Quelle lecture faites-vous de la situation épidémiologique en Algérie ?
Actuellement, la situation épidémiologique est rassurante. Nous avons entamé la décrue de cette quatrième vague. J’espère que cela va se confirmer dans les prochains jours et qu’il y aura de moins en moins de cas.
Mais je dis qu’il faut rester prudent. On peut avoir des phénomènes rebonds, des redémarrages à la hausse ou une stabilisation des cas. Tout ceci est peut-être dû à ces nouveaux variants qui apparaissent chaque jour. L’Omicron a fait des petites, BA.2, BA.3, qui peuvent ralentir cette décrue et la faire redémarrer. Restons prudents. Ne lâchons pas les moyens de protection, les protocoles sanitaires et, surtout la vaccination. Il faut rester prudent en ce qui concerne la pandémie Covid-19.
Avec Omicron, pouvons-nous espérer atteindre l’immunité collective ?
Au vu de ses caractéristiques de transmission, nous avons vu son démarrage en Afrique du Sud et qui en quelques jours a atteint toute l’Europe, et avec le BA.2 qui prend le relais, aujourd’hui, quasiment toute la planète est touchée.

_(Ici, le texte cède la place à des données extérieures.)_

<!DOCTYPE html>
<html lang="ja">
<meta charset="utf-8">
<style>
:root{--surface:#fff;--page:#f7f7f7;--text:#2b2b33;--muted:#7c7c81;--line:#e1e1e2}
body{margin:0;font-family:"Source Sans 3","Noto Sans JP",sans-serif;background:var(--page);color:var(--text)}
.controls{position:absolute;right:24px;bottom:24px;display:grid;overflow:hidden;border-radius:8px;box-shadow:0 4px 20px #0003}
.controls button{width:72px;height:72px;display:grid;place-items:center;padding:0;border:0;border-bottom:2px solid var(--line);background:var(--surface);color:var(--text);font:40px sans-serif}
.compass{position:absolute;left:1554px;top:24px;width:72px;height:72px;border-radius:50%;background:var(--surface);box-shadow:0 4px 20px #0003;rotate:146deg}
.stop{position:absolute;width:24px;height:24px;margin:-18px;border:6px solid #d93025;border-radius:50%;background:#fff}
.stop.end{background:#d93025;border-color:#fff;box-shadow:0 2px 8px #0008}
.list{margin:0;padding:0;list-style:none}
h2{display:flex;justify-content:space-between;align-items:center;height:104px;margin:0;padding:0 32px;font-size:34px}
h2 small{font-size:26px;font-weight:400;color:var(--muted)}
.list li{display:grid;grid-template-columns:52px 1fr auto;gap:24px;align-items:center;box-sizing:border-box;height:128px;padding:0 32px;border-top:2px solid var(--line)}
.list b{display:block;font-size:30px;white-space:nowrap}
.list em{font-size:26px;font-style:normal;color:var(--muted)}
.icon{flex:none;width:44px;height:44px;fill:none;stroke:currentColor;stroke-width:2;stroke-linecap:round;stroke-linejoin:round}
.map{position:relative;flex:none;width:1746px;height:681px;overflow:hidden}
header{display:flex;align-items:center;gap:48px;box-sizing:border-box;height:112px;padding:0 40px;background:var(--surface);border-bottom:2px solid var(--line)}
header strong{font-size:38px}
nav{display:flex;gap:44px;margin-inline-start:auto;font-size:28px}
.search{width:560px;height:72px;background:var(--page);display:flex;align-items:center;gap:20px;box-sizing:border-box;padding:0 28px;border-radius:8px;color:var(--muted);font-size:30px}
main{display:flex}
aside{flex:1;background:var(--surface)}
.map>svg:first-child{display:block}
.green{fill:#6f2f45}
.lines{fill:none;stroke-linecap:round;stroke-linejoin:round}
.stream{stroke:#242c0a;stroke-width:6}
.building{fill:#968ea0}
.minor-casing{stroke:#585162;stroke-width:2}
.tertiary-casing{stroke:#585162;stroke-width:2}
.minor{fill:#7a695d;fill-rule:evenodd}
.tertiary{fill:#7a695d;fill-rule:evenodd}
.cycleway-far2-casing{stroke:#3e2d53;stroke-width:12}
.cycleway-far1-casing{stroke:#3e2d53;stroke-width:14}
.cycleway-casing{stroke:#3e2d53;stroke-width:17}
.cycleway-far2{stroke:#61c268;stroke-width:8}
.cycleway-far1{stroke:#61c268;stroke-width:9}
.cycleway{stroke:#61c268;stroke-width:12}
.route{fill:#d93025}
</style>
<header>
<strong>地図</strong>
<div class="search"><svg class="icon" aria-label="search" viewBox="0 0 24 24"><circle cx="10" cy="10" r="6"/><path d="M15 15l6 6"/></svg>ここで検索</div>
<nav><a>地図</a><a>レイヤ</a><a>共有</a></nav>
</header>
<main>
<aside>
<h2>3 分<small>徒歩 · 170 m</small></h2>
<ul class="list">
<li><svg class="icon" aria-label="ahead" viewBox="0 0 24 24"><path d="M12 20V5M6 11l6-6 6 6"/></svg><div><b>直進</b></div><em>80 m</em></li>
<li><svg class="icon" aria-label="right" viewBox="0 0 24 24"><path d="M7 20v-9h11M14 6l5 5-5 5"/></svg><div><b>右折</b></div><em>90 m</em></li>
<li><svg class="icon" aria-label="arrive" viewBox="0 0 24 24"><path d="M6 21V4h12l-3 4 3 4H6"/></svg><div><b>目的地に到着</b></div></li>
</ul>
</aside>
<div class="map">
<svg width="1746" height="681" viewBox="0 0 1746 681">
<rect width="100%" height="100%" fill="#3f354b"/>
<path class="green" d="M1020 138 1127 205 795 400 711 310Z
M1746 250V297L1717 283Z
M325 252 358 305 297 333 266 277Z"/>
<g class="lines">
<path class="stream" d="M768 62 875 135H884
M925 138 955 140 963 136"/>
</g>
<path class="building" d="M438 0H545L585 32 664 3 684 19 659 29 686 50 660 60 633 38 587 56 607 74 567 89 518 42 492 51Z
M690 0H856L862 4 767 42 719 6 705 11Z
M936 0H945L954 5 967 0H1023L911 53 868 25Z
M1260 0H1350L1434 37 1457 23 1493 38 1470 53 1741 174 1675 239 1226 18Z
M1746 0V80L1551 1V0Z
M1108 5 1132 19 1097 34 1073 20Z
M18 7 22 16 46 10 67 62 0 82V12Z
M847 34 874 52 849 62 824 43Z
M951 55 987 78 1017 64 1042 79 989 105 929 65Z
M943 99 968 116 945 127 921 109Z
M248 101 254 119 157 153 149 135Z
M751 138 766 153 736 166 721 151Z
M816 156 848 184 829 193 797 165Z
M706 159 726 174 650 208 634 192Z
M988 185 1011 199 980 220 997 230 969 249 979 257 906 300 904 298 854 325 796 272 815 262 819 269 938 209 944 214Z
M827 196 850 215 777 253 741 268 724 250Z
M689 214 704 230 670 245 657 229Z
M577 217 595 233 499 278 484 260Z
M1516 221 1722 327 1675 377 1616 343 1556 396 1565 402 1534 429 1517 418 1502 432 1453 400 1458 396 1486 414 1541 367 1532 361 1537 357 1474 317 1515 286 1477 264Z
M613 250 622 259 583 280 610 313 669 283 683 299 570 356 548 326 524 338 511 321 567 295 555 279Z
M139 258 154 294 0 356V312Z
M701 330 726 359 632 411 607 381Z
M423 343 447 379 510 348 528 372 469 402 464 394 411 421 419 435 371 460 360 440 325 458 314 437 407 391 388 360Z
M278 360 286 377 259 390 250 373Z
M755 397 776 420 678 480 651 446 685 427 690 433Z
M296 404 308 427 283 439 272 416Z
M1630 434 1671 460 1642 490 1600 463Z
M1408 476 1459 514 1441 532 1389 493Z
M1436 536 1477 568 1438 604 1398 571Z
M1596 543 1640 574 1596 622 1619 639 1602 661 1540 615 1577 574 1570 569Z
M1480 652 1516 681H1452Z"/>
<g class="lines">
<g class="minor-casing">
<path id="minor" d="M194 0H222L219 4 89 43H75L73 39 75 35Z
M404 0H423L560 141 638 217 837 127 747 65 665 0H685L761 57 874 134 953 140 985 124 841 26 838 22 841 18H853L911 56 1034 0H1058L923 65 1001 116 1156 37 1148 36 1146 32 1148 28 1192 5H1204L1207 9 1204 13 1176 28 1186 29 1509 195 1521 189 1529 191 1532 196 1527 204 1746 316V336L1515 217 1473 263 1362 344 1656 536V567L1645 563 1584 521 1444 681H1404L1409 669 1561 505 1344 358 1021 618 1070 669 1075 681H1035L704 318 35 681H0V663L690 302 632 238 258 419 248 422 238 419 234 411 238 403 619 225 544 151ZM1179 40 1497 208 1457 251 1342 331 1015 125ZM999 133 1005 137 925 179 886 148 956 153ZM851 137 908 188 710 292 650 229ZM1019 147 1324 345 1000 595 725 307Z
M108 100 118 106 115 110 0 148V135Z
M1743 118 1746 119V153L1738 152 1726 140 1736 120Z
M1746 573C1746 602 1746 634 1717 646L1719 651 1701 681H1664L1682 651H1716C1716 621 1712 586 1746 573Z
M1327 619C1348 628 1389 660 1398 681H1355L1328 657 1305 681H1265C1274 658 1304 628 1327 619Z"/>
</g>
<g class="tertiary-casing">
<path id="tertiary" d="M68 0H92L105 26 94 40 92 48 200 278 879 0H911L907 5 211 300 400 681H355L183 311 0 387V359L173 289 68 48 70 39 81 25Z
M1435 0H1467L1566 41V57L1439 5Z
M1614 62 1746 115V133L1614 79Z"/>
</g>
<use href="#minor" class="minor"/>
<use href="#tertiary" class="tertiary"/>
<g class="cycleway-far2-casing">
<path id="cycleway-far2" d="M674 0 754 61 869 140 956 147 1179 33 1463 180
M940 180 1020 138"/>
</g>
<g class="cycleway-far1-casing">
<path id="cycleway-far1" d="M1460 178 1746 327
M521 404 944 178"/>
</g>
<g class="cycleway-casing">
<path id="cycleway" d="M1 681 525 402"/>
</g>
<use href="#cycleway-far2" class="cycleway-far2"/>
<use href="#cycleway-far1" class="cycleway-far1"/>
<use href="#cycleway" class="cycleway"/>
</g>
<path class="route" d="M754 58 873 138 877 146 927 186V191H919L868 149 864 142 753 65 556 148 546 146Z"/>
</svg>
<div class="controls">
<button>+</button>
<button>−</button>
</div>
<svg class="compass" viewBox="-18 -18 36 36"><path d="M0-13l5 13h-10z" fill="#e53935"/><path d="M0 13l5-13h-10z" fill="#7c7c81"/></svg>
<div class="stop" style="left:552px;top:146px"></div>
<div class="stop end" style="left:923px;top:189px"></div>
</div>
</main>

Il est moins virulent donc il y a moins de cas graves, de morts et de réanimation. Ceci, peut-être, va permettre d’immuniser une grande partie de la population sur cette planète et arriver à ce que l’on voulait depuis longtemps à savoir une certaine immunité collective, ralentir la transmission de virus, et probablement assister, espérons, à la fin de cette pandémie de Covid-19.
Faut-il continuer à se faire vacciner contre le Covid-19 ?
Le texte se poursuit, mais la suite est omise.